Eskiyörük, plansız ve örgütsüz üretimle var olan sorunların aşılamayacağına işaret ederken, özellikle bir noktaya dikkat çekiyor:

“Öncelikle köylümüzü sorun olarak görmekten vazgeçmeliyiz. Onlar sorun değil, sadece onların sorunları var. Üreticilerimizin planlama ve pazarlama, sanayicimizin tedarik sıkıntısı var. Ve bunları ancak Tire Süt gibi başarısı ortada olan formüllerle çözebiliriz. Çözüm yolu; tekelleşme değil, kooperatifleşmedir. Tarımın sorunlarını çözmeden, Türkiye’nin sorunlarını çözemeyiz”

 

YEREL YÖNETİM / KOOPERATİF İŞBİRLİĞİ GEREKLİ

Yerel yönetimlerin, kooperatiflerle işbirliğinin en güzel sonuçlarından birini İzmir yaşıyor.

10 yılda tarımsal büyüme oranı Türkiye’de 2.2’ken, İzmir’de 5.1 olarak gerçekleşti. İzmir Büyükşehir Belediyesi’nin verdiği destekler sayesinde   Kooperatifleşme oranı Türkiye’de yüzde 13’lerde iken İzmir’de yüzde 35 seviyelerine ulaştı.

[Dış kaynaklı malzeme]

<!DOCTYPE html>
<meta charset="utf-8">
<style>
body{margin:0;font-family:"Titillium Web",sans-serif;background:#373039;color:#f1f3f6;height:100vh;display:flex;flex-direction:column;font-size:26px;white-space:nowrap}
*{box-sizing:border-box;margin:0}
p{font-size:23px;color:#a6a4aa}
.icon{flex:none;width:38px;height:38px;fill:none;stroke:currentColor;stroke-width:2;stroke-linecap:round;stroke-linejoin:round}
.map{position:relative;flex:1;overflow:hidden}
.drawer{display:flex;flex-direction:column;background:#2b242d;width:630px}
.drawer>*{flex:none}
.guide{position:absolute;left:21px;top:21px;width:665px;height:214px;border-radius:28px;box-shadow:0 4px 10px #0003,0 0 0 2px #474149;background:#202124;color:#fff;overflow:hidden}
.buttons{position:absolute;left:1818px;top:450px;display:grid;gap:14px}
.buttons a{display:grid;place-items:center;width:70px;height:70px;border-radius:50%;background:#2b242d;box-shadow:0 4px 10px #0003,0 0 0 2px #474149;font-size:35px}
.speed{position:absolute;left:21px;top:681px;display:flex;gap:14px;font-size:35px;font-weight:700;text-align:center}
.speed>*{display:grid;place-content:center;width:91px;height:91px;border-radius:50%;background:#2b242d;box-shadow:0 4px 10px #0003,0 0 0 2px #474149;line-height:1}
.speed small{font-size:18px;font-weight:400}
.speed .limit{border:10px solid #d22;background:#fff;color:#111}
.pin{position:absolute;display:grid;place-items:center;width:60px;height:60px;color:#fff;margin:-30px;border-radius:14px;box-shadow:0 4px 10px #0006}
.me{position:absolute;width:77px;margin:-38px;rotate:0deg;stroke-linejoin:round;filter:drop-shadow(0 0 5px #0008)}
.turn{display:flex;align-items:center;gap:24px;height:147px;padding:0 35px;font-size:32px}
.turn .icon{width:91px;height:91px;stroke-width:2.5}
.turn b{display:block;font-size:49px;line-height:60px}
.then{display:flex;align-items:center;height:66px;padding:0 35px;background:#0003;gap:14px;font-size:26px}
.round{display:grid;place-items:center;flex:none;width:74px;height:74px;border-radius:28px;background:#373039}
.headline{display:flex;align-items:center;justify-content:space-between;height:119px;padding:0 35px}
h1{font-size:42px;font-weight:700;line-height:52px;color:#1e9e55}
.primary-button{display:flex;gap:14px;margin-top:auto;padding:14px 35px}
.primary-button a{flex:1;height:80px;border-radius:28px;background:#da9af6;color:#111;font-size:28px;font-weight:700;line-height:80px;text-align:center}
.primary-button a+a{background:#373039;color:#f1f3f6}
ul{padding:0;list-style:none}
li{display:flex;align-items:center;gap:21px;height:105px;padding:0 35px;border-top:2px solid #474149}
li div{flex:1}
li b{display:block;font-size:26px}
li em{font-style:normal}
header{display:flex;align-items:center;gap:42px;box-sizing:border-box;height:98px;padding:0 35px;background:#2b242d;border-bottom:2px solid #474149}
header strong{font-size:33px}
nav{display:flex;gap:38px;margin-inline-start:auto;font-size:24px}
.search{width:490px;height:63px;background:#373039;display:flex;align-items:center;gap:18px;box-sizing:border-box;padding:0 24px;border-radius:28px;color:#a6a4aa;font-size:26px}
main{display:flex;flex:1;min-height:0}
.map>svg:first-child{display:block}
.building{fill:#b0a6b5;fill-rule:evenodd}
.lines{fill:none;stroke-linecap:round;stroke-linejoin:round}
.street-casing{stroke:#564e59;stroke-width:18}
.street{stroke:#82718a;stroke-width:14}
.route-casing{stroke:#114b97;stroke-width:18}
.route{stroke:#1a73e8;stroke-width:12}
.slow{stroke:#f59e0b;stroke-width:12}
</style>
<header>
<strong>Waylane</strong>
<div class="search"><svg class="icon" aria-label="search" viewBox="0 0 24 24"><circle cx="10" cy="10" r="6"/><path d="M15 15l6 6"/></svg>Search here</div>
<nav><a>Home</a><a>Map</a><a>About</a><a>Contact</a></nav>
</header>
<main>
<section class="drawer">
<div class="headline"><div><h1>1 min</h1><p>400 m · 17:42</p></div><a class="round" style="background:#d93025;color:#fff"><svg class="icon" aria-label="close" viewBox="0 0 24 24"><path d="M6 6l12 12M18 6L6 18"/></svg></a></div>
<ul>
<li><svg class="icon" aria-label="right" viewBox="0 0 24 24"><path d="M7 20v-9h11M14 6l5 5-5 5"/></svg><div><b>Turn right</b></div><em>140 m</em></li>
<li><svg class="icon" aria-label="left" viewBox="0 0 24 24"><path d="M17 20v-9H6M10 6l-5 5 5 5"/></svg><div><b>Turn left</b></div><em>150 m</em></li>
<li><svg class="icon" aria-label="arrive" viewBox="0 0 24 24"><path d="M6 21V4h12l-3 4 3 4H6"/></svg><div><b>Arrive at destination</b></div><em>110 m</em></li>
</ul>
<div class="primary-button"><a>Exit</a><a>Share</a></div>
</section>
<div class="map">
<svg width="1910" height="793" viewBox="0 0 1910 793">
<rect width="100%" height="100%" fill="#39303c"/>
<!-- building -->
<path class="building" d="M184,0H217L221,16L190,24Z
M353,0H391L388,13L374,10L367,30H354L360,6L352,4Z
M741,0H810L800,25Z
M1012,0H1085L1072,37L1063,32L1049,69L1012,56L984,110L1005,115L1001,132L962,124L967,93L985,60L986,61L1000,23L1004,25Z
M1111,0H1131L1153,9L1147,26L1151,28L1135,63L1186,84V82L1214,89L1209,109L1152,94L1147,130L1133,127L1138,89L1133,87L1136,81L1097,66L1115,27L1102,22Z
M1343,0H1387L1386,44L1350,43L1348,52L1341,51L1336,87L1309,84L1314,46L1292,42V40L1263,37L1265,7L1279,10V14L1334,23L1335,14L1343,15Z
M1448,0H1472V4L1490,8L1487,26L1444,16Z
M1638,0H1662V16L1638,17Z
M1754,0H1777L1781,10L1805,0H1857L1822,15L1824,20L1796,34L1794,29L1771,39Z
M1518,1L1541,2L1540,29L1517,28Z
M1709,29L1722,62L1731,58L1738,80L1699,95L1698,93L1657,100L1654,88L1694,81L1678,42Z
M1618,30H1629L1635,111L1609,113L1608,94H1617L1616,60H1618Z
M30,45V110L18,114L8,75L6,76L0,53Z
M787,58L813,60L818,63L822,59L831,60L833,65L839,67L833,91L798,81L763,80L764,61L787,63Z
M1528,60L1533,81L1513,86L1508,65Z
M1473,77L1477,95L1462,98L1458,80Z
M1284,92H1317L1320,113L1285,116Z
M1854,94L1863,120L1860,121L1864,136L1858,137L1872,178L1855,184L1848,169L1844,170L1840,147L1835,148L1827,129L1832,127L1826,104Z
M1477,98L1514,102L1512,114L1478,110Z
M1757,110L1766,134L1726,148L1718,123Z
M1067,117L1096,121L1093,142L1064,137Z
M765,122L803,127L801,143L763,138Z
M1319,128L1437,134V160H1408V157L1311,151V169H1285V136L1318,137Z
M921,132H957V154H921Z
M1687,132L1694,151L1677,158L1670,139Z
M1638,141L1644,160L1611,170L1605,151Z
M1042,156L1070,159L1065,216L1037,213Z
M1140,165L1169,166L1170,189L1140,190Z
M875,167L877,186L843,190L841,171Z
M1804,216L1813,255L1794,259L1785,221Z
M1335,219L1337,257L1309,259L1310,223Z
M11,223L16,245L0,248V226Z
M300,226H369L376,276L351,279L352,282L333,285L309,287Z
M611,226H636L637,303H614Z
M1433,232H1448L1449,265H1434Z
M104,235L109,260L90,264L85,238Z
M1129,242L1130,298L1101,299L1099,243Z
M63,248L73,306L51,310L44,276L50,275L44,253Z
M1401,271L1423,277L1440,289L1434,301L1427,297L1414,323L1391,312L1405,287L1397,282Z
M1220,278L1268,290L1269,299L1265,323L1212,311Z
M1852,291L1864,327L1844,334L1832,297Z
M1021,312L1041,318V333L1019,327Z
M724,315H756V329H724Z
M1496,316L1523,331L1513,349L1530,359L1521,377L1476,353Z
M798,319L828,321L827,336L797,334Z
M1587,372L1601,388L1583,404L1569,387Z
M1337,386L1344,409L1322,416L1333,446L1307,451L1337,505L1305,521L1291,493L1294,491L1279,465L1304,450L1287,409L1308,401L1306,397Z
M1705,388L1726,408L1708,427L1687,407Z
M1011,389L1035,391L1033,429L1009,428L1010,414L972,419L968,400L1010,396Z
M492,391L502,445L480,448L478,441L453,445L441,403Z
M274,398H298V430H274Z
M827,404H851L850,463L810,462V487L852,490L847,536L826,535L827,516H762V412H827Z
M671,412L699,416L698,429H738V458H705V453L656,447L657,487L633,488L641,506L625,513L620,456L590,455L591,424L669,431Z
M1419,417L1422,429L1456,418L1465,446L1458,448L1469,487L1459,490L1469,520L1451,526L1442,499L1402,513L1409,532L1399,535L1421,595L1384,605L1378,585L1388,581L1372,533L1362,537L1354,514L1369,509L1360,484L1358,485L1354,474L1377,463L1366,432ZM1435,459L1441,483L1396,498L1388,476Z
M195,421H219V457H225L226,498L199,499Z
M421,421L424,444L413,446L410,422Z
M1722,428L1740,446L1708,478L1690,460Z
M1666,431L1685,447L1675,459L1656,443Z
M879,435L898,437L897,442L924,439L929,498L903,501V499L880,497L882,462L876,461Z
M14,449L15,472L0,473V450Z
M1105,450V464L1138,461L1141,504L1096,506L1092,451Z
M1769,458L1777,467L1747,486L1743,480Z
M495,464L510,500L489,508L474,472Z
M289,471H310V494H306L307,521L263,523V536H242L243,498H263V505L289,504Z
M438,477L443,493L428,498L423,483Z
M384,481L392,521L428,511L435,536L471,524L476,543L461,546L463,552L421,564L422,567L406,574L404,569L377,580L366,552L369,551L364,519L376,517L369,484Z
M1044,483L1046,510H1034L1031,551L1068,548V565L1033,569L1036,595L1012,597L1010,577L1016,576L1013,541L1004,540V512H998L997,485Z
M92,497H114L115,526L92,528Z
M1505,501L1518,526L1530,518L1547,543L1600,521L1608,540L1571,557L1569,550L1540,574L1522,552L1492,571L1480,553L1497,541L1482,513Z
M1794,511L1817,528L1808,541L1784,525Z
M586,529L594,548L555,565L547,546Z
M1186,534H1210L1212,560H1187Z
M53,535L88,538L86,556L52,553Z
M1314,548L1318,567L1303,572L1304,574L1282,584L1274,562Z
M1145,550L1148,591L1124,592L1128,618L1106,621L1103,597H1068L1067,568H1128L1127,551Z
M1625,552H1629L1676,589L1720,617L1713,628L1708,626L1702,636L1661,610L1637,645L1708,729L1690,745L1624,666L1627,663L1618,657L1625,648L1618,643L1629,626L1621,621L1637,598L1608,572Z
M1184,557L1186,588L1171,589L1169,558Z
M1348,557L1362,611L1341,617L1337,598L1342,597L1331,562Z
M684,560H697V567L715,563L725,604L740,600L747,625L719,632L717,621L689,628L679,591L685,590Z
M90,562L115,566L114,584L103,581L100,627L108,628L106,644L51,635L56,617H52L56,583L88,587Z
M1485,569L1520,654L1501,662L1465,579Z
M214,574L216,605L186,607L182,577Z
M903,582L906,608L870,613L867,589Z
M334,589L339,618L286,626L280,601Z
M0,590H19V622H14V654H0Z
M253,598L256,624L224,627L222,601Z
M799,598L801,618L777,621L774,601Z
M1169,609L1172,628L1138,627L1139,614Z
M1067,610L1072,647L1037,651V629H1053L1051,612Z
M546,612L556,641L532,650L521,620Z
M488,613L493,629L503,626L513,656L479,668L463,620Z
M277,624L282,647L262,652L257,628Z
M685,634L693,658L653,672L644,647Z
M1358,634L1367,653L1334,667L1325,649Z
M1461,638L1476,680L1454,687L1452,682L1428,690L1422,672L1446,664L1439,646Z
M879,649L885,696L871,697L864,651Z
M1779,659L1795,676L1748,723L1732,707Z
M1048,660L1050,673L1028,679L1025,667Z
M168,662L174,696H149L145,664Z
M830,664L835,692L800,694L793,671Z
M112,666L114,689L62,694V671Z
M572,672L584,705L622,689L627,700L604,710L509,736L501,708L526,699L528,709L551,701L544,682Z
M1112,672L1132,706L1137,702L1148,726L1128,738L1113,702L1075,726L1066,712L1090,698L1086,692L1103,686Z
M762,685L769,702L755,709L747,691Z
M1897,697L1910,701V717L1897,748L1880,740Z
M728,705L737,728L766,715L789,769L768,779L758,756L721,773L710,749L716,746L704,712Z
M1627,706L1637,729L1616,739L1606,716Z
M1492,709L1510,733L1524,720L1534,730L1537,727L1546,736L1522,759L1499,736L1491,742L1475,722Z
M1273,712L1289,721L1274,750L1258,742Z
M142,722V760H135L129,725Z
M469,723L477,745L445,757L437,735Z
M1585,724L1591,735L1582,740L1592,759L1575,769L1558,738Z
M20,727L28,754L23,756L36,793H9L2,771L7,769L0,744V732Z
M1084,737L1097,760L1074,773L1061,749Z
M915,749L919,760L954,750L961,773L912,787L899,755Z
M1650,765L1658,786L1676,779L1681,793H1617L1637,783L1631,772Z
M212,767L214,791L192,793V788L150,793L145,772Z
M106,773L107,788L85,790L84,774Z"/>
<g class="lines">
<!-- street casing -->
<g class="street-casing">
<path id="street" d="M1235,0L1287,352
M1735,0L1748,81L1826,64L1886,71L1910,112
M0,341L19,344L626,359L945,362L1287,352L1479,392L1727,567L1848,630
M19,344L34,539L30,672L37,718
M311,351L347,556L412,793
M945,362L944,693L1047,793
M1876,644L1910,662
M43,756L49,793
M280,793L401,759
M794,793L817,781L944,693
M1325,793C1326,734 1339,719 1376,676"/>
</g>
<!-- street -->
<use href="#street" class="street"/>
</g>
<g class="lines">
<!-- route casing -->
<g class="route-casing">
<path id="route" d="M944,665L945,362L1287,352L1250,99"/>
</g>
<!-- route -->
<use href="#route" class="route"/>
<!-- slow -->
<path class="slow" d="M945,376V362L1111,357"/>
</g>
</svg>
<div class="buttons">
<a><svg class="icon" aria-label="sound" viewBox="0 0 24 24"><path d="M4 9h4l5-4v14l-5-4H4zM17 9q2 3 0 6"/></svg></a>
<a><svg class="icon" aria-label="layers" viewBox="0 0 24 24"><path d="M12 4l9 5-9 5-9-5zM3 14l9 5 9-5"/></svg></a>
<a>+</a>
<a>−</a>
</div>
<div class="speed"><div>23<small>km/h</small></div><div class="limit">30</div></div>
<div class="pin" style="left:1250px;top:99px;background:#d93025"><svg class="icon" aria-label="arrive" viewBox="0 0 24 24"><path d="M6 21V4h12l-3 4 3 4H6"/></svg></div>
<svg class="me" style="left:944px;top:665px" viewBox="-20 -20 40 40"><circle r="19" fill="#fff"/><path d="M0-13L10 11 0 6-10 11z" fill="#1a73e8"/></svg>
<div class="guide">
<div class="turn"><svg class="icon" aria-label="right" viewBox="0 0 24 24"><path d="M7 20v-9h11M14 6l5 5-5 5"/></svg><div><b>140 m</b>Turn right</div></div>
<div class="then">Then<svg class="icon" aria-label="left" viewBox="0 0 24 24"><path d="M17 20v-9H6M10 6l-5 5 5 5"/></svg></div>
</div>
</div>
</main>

Kooperatifler büyürken, üretici yerinde mutlu hale geldi, köylerdeki gençler kendilerini güvencede hissederek baba mesleğine yöneldiler. Tüketici ise güvenilir gıdaya daha ekonomik koşullarda erişim imkanına kavuştu. Tire Süt Yönetim Kurulu Başkanı Mahmut Eskiyörük, ülkemizde tüm yerel yönetimler bu modeli uygulasa, köyden kente göç biter. Çiftçi köyünde mutlu yaşamaya ve üretmeye devam eder. Çünkü kırsalın sorunlarını çözmeden kentlerin sorunlarını çözemeyiz” diyor.

 

KOOPERATİF ÜRÜNLERİ GÜVENLİ

Türkiye’nin en büyük sorunlarından biri, gıda güvenliğinin tam anlamıyla sağlanamaması. Bu alanda hile ve aldatmaca artarken, tüketicinin en büyük güvencesi yine kooperatifler. “Türkiye’de her beyazdan peynir yapma fırsatçılığı var” diyen Başkan Eskiyörük “maalesef akla gelmeyecek hilelerin yapıldığını görüyoruz. Çoluk çoğumuza güvenli, katkısız gıda bulmak zorlaştı. Kooperatifler aynı zamanda tüketicileri de koruyor. Gıda kodeksine uygun üretim yapan kooperatiflerin ürünleri gönül rahatlığıyla tüketilebilir” diye konuşuyor.

 

GÖNÜL RAHATLIĞIYLA

TİRE ŞİŞ KÖFTE

Yörenin en meşhur ürünlerinden Tire Şiş Köfte, Tire Süt’ün en aranılan ürünlerinden. İşten eve gelindiğinde en kolay ve lezzetli yemeklerden biri olan bu ürünün yanı sıra Tire’nin diğer et ve süt ürünleri de hijyenik şartlarda el değmeden üretiliyor. Antibiyotikli süt ve etlerin el altından sürüldüğü bir piyasada, Tire Süt birkaç aşamalı tetkikten sonra, veteriner ve uzmanların gözetiminde süt ve et alımı yapıyor.